(Items listed in a dataset)

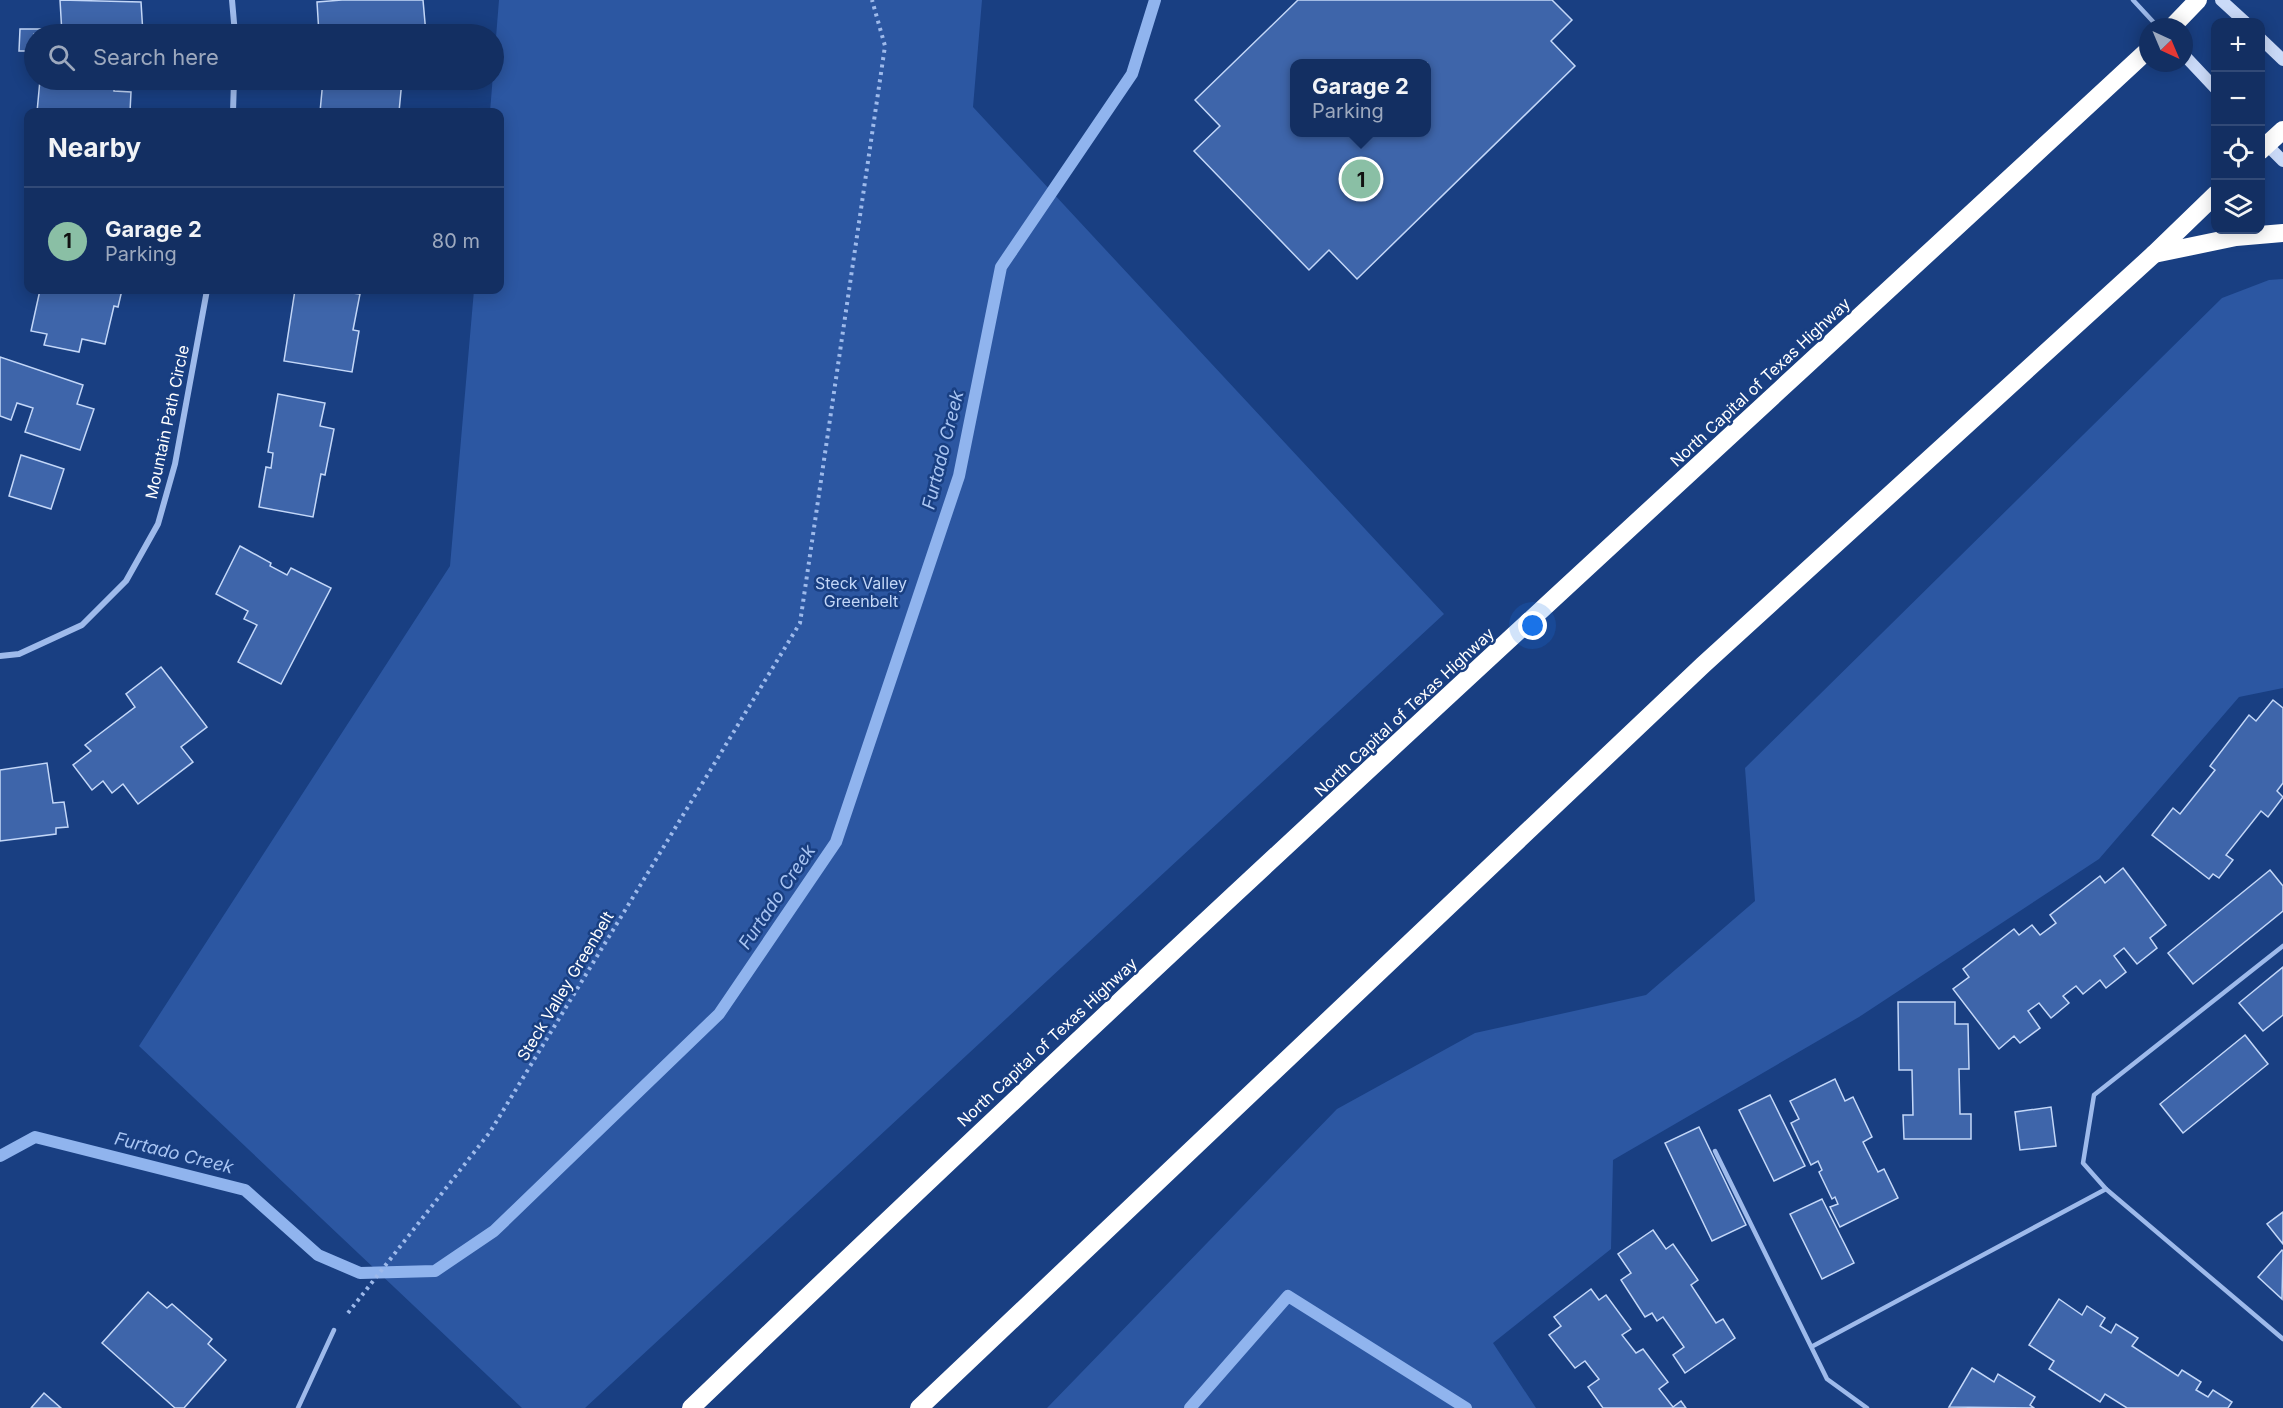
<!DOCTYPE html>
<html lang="en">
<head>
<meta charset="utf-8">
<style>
	:root { --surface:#132f62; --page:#1c3768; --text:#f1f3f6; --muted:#9da9be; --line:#324a77; --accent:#8abfa5 }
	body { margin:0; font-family:Inter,sans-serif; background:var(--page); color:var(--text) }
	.controls { position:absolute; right:18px; top:18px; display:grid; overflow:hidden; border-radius:12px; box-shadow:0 3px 15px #0003 }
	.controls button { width:54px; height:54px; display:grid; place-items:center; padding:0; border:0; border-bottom:2px solid var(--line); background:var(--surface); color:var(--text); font:30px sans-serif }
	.compass { position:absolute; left:2139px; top:18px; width:54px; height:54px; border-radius:50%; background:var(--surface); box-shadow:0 3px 15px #0003; rotate:136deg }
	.you { position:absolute; left:1533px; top:626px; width:21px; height:21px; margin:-15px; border:4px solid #fff; border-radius:50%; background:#1a73e8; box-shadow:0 0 0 9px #1a73e833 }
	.badge { display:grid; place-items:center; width:39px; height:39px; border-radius:50%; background:var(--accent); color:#111; font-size:20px; font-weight:700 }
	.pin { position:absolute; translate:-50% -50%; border:3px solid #fff; box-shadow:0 2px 6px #0006 }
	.popup { position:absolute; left:1290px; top:59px; width:141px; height:78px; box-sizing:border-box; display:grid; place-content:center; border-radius:12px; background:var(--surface); filter:drop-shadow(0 2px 4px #0005); font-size:20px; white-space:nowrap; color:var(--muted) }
	.popup b { font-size:22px; color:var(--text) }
	.popup::after { content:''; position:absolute; left:50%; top:100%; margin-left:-12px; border:12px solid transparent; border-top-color:var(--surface) }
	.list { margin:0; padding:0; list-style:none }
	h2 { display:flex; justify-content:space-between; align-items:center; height:78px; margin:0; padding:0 24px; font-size:26px }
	h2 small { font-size:20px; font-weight:400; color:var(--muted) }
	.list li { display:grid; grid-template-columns:39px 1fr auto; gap:18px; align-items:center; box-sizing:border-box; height:108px; padding:0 24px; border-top:2px solid var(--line) }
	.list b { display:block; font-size:22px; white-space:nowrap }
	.list p { margin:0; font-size:20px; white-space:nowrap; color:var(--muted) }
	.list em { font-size:20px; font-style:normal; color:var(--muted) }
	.icon { flex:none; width:33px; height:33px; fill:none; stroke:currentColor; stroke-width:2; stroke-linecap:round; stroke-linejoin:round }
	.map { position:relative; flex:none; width:2283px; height:1408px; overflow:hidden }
	.search { position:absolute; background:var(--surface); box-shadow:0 3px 15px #0003; left:24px; top:24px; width:480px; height:66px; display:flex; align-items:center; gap:15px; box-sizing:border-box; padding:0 21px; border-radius:33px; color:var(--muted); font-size:22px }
	.panel { position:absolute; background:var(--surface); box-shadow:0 3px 15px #0003; left:24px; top:108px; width:480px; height:186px; border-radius:12px }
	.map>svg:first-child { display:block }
</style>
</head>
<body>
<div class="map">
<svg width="2283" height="1408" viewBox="0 0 2283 1408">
	<rect width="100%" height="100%" fill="#193f82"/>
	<!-- green -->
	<g fill="#2c57a2">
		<path d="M 499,0 L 982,0 L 973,107 L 1444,614 L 585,1408 L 522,1408 L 139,1046 L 450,566 L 474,290 L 500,290 L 500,112 L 490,112 Z"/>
		<path d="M 2283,279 L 2283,688 L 2239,697 L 2099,859 L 1859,1017 L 1613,1160 L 1611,1249 L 1493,1343 L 1536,1408 L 1047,1408 L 1337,1109 L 1475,1033 L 1646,995 L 1755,901 L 1745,768 L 2222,298 L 2269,280 Z"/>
	</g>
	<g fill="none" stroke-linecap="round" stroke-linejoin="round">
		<!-- stream -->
		<g stroke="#90b4ee" stroke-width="12">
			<path d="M 0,1156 L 35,1137 L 245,1190 L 318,1255 L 360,1273 L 435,1271 L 494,1231 L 719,1014 L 836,842 L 959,476 L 1001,267 L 1132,74 L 1155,0"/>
			<path d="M 1190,1408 L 1288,1296 L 1466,1408"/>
		</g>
	</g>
	<!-- building -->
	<g fill="#3e65aa" stroke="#c3d7f8" stroke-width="1.5" fill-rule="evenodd">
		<path d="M 60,0 L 141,2 L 143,34 L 62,34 Z"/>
		<path d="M 342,0 L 423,0 L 426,34 L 319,34 L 317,2 Z"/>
		<path d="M 1298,0 L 1552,0 L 1572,20 L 1551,41 L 1575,66 L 1357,279 L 1329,250 L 1309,270 L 1194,151 L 1220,126 L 1195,100 ZM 1295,63 L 1427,63 L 1427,132 L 1295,132 Z"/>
		<path d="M 20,29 L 43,29 L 43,34 L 34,34 L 34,51 L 19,51 Z"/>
		<path d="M 40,80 L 114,80 L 114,91 L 131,92 L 130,112 L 37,112 Z"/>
		<path d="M 323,80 L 402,80 L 399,112 L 320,112 Z"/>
		<path d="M 40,290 L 122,290 L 118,307 L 114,306 L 105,344 L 82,339 L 79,352 L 44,345 L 47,334 L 31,331 Z"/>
		<path d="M 295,290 L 353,290 L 353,293 L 360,294 L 353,330 L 359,331 L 352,372 L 284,361 Z"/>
		<path d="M 0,357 L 83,385 L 77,404 L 94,409 L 80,450 L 25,432 L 33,408 L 17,403 L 11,420 L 0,416 Z"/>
		<path d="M 278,394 L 325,403 L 320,426 L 334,429 L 325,475 L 321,474 L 313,517 L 259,507 L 266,467 L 271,468 L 273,453 L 268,452 Z"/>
		<path d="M 21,455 L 64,469 L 51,509 L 9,496 Z"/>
		<path d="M 240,546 L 271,563 L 270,566 L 287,575 L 291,568 L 331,588 L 281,684 L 238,662 L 257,625 L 244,619 L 248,611 L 216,594 Z"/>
		<path d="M 161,667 L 207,727 L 181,747 L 193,762 L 138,804 L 123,784 L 112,793 L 103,781 L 92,790 L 73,765 L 91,751 L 85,745 L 135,707 L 126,694 Z"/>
		<path d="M 2273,700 L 2283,708 L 2283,783 L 2277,791 L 2283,797 L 2268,817 L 2261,811 L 2226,855 L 2233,860 L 2219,878 L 2213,874 L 2209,879 L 2152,835 L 2173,808 L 2180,814 L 2215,770 L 2210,766 L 2249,715 L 2256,721 Z"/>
		<path d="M 47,763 L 53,803 L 64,802 L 68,827 L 56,828 L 56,834 L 0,841 L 0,770 Z"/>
		<path d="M 2123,868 L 2166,925 L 2150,938 L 2157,948 L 2137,964 L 2124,948 L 2114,956 L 2126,972 L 2106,988 L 2100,980 L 2083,994 L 2076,986 L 2063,996 L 2069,1003 L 2051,1018 L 2039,1003 L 2028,1011 L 2040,1028 L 2020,1043 L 2014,1036 L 1999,1049 L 1953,989 L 1969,977 L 1963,969 L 2014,929 L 2019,935 L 2032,925 L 2040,935 L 2056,923 L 2050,915 L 2100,876 L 2105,883 Z"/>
		<path d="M 2270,870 L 2283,886 L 2283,911 L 2193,984 L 2168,953 Z"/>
		<path d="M 2283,967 L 2283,1015 L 2263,1031 L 2239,1003 Z"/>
		<path d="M 1898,1002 L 1955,1002 L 1955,1024 L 1968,1024 L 1969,1069 L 1959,1069 L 1960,1114 L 1971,1114 L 1971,1139 L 1904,1139 L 1903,1115 L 1913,1115 L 1912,1070 L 1899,1070 Z"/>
		<path d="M 2245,1035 L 2268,1064 L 2183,1133 L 2160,1104 Z"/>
		<path d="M 1835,1079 L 1845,1101 L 1853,1097 L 1872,1137 L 1863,1142 L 1878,1172 L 1884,1169 L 1898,1198 L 1840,1227 L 1830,1207 L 1838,1204 L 1835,1197 L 1832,1199 L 1819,1172 L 1822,1170 L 1818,1161 L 1811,1165 L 1791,1123 L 1799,1119 L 1790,1101 Z"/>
		<path d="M 1770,1095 L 1805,1166 L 1774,1181 L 1739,1110 Z"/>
		<path d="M 2051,1107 L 2056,1146 L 2020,1150 L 2015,1112 Z"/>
		<path d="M 1699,1127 L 1746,1225 L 1712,1241 L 1665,1143 Z"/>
		<path d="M 1822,1199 L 1854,1263 L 1822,1279 L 1790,1214 Z"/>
		<path d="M 2283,1212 L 2283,1244 L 2267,1224 Z"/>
		<path d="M 1653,1230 L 1666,1249 L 1673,1244 L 1698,1280 L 1691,1285 L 1716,1323 L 1723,1319 L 1735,1338 L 1685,1373 L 1673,1355 L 1684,1347 L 1663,1317 L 1657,1321 L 1652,1313 L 1645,1317 L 1621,1280 L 1631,1273 L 1618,1254 Z"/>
		<path d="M 2282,1250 L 2283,1251 L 2282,1299 L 2258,1277 Z"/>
		<path d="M 1591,1289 L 1599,1300 L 1606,1295 L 1631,1329 L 1622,1335 L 1636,1353 L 1643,1349 L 1668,1382 L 1659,1389 L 1673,1407 L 1681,1401 L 1686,1408 L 1603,1408 L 1588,1387 L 1599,1379 L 1585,1361 L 1575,1368 L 1549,1335 L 1561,1326 L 1554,1317 Z"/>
		<path d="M 148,1292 L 167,1308 L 172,1304 L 212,1339 L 208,1344 L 226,1360 L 184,1408 L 175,1408 L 102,1343 Z"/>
		<path d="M 2059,1299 L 2082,1315 L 2087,1306 L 2105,1318 L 2100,1326 L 2111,1333 L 2116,1324 L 2138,1338 L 2132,1346 L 2178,1376 L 2182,1370 L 2201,1382 L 2196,1390 L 2208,1397 L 2213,1390 L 2232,1402 L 2228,1408 L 2127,1408 L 2105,1394 L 2100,1402 L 2049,1369 L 2054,1361 L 2029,1345 Z"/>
		<path d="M 1972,1368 L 1994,1382 L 1998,1374 L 2035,1397 L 2030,1405 L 2034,1408 L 1949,1407 Z"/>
		<path d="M 44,1393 L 61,1408 L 31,1408 Z"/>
	</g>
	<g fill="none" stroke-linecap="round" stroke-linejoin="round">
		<!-- path -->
		<path stroke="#9ebaeb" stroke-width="4" stroke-dasharray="3 4.5" stroke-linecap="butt" d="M 348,1313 L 490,1132 L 800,623 L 885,46 L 872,0"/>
		<!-- lane -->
		<g stroke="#9ebaeb" stroke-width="4.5">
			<path d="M 2133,0 L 2158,27"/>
			<path d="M 2283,946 L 2094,1095 L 2083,1163 L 2106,1189 L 2283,1339"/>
			<path d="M 1715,1151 L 1827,1379 L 1867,1408"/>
			<path d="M 1813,1346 L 2106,1189"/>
			<path d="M 298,1408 L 334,1330"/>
		</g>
		<!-- street -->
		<g stroke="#9ebaeb" stroke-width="6">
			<path d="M 232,0 L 235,34"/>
			<path d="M 233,112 L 234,80"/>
			<path d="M 0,656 L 19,654 L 82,625 L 126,581 L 158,524 L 175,464 L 207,290"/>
		</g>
		<!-- secondary -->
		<g stroke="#cadaf8" stroke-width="12">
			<path d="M 2221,0 L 2245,22"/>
			<path d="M 2260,38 L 2283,60"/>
			<path d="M 2184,55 L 2216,89"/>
			<path d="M 2260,138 L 2283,161"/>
		</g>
		<!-- highway -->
		<g stroke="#fff" stroke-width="18">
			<path d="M 2172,27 L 2198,0"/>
			<path d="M 2260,151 L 2283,130"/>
			<path d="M 2154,254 L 2236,237 L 2283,233"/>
			<path d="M 691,1408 C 1169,948 1661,501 2148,50"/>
			<path d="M 919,1408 L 1703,665 L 2154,254 L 2216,194"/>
		</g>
	</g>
	<g text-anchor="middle" stroke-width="5" stroke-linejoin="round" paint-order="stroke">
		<!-- street labels -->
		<g font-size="16" fill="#fff" stroke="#193f82">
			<text transform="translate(1760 382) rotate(-43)" y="6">North Capital of Texas Highway</text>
			<text transform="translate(167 422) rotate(-78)" y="6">Mountain Path Circle</text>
			<text transform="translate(1404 712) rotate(-43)" y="6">North Capital of Texas Highway</text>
			<text transform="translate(565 986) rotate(-59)" y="6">Steck Valley Greenbelt</text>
			<text transform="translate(1047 1042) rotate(-43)" y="6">North Capital of Texas Highway</text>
		</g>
		<!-- park labels -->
		<g font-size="16" fill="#c3d7f8" stroke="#193f82">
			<text x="861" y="589">Steck Valley<tspan x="861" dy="18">Greenbelt</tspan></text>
		</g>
		<!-- water labels -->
		<g font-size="18" font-style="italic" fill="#a9c5f3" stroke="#193f82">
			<text transform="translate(943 450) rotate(-76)" y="6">Furtado Creek</text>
			<text transform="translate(777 897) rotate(-56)" y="6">Furtado Creek</text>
			<text transform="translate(174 1153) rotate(14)" y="6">Furtado Creek</text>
		</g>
	</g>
</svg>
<div class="controls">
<button>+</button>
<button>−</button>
<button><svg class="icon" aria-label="locate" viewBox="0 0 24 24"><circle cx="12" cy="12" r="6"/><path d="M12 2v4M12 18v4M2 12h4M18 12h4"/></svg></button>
<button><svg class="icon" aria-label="layers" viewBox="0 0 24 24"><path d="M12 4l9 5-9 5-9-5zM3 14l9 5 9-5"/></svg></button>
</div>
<svg class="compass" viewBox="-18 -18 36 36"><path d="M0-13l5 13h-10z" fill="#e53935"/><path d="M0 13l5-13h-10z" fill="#9da9be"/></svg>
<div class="you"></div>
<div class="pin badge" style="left:1361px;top:179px">1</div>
<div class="popup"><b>Garage 2</b>Parking</div>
<div class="search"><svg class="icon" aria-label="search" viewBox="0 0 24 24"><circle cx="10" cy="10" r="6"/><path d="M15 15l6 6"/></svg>Search here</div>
<section class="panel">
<h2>Nearby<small></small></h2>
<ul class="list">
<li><span class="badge">1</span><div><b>Garage 2</b><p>Parking</p></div><em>80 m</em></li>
</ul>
</section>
</div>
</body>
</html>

- Directions for this task -
In the answer, include exactly the lines from the top of the entries through the line containing "position:absolute; left:2139px; top:18px;", and nothing else, not even the pictures.

- Answer -
<!DOCTYPE html>
<html lang="en">
<head>
<meta charset="utf-8">
<style>
	:root { --surface:#132f62; --page:#1c3768; --text:#f1f3f6; --muted:#9da9be; --line:#324a77; --accent:#8abfa5 }
	body { margin:0; font-family:Inter,sans-serif; background:var(--page); color:var(--text) }
	.controls { position:absolute; right:18px; top:18px; display:grid; overflow:hidden; border-radius:12px; box-shadow:0 3px 15px #0003 }
	.controls button { width:54px; height:54px; display:grid; place-items:center; padding:0; border:0; border-bottom:2px solid var(--line); background:var(--surface); color:var(--text); font:30px sans-serif }
	.compass { position:absolute; left:2139px; top:18px; width:54px; height:54px; border-radius:50%; background:var(--surface); box-shadow:0 3px 15px #0003; rotate:136deg }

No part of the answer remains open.